» Work to complete: Each line below must be transcribed exactly, and no picture may appear in the transcription.

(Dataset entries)

__________

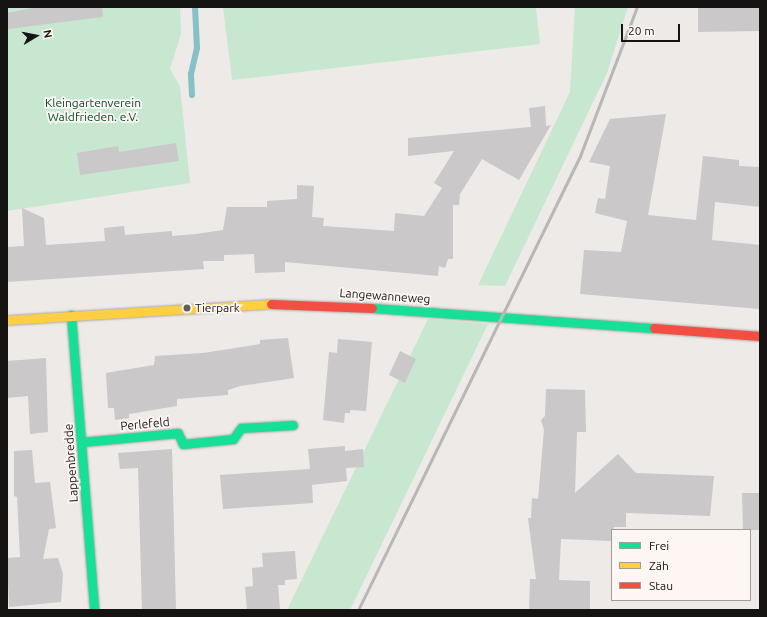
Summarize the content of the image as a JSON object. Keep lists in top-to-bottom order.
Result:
{
  "streets": {
    "street": ["Langewanneweg", "Perlefeld", "Lappenbredde"]
  },
  "crossings": [
    ["Langewanneweg", "Lappenbredde"],
    ["Perlefeld", "Lappenbredde"]
  ],
  "parks": ["Kleingartenverein Waldfrieden. e.V."],
  "places": ["Tierpark"],
  "legend": ["Frei", "Zäh", "Stau"],
  "scale_bar": "20 m",
  "north": "right"
}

__________

» Answer space:
Summarize the content of the image as a JSON object. Keep lists in top-to-bottom order.
Result:
{
  "streets": {
    "street": ["Langewanneweg", "Perlefeld", "Lappenbredde"]
  },
  "crossings": [
    ["Langewanneweg", "Lappenbredde"],
    ["Perlefeld", "Lappenbredde"]
  ],
  "parks": ["Kleingartenverein Waldfrieden. e.V."],
  "places": ["Tierpark"],
  "legend": ["Frei", "Zäh", "Stau"],
  "scale_bar": "20 m",
  "north": "right"
}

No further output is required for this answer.